--- What the task requires ---
This task calls for copying every line of the records that includes the word "Valpark".

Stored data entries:
--------------------------------
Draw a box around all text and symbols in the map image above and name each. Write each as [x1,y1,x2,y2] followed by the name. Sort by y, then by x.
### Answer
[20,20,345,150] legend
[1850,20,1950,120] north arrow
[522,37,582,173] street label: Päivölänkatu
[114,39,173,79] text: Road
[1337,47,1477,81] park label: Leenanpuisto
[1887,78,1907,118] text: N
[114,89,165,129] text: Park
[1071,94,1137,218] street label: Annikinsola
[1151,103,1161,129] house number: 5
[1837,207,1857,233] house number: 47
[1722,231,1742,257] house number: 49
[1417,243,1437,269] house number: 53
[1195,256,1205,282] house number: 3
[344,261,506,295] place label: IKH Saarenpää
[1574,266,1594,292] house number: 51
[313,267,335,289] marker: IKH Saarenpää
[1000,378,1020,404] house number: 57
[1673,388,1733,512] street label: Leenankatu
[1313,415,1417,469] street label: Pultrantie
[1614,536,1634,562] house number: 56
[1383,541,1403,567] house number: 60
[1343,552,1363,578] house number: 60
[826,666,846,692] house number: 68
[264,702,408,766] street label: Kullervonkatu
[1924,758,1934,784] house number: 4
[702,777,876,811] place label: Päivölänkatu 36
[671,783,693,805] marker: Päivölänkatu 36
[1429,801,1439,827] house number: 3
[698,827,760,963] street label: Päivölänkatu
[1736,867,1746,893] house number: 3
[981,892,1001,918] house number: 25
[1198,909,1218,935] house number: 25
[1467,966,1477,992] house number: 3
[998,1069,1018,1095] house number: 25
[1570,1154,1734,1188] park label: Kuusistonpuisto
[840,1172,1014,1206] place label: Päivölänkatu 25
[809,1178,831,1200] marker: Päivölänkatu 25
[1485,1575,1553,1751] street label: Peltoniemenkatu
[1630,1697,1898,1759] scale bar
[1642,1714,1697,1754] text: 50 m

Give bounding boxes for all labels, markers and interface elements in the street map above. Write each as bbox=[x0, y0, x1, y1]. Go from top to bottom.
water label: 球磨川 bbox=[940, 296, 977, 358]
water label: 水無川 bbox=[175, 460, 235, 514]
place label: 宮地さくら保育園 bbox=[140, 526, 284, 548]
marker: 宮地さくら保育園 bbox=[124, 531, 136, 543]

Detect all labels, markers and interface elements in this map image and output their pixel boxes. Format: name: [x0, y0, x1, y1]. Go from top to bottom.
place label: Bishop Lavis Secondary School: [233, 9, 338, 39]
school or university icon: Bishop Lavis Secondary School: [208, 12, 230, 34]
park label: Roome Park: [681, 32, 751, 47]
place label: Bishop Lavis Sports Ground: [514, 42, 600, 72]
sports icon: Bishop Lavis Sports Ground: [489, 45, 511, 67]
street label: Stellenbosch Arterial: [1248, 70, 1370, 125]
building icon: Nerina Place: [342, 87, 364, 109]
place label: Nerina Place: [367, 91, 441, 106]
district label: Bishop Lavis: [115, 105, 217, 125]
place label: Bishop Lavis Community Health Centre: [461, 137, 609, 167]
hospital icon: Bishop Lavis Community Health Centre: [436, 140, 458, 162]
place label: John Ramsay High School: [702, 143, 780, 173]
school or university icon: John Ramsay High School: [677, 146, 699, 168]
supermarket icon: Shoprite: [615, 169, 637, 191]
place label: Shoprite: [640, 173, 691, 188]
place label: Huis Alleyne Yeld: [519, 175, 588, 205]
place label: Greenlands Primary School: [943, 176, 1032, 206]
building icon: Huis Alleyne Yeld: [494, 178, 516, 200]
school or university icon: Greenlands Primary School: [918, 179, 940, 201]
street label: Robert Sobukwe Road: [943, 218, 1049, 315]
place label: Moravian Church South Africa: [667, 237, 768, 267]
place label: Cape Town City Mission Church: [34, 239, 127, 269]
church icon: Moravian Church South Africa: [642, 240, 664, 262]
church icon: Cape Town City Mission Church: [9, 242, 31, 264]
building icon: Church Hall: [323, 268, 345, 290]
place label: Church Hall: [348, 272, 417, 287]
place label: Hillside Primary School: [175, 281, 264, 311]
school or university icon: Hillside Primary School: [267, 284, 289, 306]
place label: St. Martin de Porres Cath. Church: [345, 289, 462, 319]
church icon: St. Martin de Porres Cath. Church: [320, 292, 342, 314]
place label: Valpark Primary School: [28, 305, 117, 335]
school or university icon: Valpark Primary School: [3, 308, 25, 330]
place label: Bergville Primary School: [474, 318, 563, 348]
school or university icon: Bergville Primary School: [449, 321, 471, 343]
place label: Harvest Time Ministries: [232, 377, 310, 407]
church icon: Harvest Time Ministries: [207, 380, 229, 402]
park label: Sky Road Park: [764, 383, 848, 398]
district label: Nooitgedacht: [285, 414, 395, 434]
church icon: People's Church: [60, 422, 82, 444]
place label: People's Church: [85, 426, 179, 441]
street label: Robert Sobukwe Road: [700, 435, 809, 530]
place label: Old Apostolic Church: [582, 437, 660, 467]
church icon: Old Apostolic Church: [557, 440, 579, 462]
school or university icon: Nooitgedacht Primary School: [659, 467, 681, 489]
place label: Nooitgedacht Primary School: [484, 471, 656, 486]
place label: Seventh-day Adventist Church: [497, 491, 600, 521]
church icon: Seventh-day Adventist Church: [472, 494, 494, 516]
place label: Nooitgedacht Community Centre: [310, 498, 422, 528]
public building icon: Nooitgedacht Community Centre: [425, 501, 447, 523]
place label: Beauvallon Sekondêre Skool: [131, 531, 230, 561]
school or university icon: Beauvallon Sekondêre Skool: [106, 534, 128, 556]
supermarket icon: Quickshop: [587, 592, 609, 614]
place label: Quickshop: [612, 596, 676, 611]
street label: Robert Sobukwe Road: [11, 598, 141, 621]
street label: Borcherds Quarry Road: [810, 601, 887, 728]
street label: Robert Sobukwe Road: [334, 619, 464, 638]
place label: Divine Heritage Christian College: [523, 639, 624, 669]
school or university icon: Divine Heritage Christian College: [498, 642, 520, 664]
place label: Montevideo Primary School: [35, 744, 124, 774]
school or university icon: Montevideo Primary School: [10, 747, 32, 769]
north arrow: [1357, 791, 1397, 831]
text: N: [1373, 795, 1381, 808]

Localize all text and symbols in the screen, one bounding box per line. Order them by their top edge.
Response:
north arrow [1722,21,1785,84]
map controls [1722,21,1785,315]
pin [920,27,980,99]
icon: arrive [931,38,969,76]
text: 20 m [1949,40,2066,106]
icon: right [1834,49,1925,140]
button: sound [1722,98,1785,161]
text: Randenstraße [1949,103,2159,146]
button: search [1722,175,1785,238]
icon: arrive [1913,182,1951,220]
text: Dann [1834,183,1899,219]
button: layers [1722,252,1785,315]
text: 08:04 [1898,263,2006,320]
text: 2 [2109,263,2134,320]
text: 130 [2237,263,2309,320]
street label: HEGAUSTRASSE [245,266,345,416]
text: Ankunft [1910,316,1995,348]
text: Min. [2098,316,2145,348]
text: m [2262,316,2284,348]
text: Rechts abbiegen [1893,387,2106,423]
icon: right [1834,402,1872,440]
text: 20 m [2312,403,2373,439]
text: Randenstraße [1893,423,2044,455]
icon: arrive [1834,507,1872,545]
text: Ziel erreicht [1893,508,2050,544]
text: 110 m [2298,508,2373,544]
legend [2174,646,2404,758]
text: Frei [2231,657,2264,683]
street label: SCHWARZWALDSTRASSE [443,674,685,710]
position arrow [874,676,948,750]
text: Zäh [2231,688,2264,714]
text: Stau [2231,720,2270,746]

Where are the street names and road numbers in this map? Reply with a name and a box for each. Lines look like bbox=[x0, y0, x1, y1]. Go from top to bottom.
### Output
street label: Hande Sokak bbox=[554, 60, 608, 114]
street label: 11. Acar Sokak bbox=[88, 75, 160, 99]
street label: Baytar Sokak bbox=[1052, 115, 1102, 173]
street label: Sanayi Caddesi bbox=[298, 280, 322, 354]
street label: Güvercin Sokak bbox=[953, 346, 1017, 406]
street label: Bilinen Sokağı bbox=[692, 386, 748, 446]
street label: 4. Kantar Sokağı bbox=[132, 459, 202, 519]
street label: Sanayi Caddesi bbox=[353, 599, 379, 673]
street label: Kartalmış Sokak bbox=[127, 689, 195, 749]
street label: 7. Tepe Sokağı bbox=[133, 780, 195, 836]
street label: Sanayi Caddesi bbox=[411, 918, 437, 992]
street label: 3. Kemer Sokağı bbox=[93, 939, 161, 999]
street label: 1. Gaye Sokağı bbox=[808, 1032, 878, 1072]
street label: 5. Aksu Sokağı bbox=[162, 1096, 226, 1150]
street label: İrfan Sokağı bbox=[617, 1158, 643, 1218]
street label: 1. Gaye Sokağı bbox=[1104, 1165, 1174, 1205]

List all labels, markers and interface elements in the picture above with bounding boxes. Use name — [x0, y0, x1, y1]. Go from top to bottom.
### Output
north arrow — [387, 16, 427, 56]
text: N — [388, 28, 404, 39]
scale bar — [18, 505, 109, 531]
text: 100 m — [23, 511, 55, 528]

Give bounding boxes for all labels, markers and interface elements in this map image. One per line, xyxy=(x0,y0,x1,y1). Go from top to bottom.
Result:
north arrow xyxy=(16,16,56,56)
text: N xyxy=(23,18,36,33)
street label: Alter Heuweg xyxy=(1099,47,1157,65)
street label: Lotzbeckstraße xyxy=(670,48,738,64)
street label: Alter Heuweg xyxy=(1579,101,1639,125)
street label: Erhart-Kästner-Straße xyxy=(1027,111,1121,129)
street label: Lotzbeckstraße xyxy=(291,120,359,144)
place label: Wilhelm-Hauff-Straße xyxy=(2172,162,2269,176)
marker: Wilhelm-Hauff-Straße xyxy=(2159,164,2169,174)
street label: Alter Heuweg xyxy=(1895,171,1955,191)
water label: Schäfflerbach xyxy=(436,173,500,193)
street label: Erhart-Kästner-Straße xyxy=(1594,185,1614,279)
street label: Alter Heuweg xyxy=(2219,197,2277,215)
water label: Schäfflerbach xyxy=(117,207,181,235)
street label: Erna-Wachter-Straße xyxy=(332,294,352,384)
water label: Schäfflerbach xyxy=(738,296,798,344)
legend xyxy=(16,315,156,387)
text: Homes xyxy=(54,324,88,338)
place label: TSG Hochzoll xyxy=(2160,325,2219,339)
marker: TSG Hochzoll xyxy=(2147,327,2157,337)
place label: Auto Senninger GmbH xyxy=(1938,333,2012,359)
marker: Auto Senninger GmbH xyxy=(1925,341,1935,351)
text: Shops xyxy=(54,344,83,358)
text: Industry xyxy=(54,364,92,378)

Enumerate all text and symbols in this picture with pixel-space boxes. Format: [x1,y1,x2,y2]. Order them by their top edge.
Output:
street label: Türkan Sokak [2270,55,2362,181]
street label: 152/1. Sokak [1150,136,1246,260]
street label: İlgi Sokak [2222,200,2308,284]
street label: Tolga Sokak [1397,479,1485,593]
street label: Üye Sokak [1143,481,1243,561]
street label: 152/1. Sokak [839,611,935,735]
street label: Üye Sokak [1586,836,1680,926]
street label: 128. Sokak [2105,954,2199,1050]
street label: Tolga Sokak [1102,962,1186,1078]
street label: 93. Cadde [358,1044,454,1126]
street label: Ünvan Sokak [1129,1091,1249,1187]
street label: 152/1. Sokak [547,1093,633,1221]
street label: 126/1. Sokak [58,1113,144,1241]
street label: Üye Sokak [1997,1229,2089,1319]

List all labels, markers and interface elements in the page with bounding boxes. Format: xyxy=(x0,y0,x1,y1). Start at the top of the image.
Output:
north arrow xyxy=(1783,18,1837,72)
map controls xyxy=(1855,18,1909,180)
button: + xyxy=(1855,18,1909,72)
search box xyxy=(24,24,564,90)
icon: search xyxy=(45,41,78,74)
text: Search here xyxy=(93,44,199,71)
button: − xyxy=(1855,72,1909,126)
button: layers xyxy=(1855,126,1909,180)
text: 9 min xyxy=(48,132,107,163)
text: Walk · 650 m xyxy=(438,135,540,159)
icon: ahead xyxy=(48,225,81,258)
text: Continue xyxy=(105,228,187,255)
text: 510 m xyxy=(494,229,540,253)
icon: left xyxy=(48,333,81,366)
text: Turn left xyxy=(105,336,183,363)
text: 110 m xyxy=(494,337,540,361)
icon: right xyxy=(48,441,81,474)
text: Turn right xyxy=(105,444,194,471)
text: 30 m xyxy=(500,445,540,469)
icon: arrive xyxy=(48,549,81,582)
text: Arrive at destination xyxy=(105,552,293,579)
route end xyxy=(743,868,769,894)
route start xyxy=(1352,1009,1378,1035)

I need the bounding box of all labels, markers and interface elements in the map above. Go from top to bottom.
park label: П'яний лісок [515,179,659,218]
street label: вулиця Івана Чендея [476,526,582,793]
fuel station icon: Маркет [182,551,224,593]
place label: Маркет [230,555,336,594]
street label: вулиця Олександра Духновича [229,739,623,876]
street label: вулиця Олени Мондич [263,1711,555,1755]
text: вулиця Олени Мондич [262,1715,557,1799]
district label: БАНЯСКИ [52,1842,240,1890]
--------------------------------
--- Your response ---
place label: Valpark Primary School: [28, 305, 117, 335]
school or university icon: Valpark Primary School: [3, 308, 25, 330]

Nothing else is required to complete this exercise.